• _Instructions to follow_: Write down exactly the lines of the records below, beginning with the first and ending with the line that includes "0 2px,transparent 0".

• _Input for this task_:
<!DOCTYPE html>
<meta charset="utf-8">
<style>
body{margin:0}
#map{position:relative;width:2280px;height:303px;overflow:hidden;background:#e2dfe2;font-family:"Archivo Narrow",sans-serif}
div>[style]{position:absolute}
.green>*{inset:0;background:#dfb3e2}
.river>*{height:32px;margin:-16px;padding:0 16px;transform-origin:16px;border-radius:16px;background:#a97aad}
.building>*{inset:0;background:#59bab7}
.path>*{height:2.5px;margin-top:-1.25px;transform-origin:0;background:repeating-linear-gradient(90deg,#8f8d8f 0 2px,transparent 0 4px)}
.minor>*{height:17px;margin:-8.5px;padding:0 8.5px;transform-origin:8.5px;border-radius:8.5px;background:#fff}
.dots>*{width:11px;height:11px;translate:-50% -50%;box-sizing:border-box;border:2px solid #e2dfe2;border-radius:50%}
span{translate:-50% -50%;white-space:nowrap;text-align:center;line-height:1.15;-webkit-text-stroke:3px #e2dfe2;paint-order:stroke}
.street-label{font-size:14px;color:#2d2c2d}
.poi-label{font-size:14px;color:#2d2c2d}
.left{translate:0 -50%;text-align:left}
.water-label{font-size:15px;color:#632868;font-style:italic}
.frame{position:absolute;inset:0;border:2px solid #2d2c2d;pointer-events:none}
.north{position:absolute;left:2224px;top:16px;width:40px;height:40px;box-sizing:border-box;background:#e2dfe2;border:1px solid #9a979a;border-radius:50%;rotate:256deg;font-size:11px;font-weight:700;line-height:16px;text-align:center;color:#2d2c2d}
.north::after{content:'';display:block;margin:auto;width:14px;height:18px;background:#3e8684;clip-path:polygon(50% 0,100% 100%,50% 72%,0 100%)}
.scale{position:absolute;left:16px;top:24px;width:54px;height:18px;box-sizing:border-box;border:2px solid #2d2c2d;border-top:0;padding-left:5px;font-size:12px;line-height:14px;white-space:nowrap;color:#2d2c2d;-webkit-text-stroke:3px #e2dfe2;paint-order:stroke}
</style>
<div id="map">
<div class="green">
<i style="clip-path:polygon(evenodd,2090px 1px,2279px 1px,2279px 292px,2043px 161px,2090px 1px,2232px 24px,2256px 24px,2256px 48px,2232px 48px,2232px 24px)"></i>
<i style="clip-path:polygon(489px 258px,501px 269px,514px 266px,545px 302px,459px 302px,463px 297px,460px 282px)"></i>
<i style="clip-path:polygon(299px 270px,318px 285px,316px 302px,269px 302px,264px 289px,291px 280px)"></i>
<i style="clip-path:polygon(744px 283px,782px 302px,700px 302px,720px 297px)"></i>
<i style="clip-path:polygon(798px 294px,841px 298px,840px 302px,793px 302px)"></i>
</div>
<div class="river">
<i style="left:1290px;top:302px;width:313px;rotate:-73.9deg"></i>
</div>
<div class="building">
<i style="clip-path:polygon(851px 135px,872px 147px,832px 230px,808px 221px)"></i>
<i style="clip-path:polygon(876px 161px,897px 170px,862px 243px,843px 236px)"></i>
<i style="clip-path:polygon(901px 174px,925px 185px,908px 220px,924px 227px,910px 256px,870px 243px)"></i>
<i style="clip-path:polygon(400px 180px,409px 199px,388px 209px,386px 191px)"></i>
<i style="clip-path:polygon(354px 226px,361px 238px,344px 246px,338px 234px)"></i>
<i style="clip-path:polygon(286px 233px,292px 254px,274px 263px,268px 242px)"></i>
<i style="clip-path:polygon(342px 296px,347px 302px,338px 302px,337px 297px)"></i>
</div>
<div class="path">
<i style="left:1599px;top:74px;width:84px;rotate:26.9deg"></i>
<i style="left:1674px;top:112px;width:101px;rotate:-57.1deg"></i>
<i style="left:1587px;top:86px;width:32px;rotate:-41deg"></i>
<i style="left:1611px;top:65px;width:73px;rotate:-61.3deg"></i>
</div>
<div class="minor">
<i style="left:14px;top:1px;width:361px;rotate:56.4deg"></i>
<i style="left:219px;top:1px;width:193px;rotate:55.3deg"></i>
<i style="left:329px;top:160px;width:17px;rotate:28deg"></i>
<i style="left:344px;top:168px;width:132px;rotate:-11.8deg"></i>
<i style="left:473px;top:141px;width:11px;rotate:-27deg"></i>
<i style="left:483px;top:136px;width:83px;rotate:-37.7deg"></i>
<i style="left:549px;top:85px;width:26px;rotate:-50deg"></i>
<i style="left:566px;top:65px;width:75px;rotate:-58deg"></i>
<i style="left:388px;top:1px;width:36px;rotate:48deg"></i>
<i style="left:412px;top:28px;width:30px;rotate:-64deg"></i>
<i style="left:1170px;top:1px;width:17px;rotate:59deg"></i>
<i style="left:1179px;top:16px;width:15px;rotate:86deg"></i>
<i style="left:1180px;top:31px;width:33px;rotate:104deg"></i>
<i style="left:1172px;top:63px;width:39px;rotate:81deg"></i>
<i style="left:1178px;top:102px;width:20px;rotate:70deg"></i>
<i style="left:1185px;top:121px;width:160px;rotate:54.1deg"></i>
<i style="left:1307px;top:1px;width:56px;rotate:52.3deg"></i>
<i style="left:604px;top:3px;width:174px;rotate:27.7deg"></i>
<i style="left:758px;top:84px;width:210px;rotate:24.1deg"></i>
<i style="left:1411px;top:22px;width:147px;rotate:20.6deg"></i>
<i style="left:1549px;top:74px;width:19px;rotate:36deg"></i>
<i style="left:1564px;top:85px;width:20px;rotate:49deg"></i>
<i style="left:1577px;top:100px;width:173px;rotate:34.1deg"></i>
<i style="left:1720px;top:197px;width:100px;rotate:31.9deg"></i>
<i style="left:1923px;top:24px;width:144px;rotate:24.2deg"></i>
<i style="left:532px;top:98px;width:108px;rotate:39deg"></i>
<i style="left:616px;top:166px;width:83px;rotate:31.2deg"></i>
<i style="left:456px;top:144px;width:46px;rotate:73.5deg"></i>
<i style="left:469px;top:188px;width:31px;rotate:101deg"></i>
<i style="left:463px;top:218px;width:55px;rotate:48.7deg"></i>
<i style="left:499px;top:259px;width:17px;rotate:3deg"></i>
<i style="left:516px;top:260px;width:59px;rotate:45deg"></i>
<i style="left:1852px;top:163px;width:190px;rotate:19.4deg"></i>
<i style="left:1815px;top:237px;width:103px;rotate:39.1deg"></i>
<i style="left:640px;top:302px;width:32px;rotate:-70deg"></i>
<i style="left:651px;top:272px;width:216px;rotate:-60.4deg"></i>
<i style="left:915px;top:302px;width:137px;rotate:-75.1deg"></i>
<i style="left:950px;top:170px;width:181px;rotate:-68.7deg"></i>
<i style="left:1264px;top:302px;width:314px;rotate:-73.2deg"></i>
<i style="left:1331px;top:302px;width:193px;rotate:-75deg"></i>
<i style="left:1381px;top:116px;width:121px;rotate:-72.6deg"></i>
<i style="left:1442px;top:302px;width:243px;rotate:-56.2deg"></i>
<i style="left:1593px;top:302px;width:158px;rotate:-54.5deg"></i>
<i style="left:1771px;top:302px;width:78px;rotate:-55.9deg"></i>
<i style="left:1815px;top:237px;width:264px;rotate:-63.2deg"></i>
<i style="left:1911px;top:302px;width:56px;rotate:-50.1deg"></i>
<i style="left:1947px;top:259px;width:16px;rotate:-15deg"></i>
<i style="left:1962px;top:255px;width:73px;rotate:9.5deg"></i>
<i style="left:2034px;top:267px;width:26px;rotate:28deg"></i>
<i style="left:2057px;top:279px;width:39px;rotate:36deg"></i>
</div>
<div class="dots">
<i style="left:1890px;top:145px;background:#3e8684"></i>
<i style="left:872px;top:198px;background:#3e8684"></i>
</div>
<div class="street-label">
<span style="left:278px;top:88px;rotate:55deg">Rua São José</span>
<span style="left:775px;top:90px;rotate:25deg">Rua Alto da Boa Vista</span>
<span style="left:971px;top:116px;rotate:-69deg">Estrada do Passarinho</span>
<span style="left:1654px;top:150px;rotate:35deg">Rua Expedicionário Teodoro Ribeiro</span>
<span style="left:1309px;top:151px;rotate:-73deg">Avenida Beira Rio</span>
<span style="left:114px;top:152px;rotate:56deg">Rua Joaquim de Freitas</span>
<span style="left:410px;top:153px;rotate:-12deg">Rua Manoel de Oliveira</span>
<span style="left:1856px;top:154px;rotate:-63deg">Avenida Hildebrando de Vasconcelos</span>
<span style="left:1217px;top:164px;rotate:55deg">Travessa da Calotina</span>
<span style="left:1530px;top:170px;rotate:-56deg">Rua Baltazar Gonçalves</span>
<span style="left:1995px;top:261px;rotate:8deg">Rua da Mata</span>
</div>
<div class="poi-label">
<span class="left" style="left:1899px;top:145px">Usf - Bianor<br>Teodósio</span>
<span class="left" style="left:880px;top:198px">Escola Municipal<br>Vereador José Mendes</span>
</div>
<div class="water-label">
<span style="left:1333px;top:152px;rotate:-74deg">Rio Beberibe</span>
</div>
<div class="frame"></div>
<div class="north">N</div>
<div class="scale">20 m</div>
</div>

• _Task output_:
<!DOCTYPE html>
<meta charset="utf-8">
<style>
body{margin:0}
#map{position:relative;width:2280px;height:303px;overflow:hidden;background:#e2dfe2;font-family:"Archivo Narrow",sans-serif}
div>[style]{position:absolute}
.green>*{inset:0;background:#dfb3e2}
.river>*{height:32px;margin:-16px;padding:0 16px;transform-origin:16px;border-radius:16px;background:#a97aad}
.building>*{inset:0;background:#59bab7}
.path>*{height:2.5px;margin-top:-1.25px;transform-origin:0;background:repeating-linear-gradient(90deg,#8f8d8f 0 2px,transparent 0 4px)}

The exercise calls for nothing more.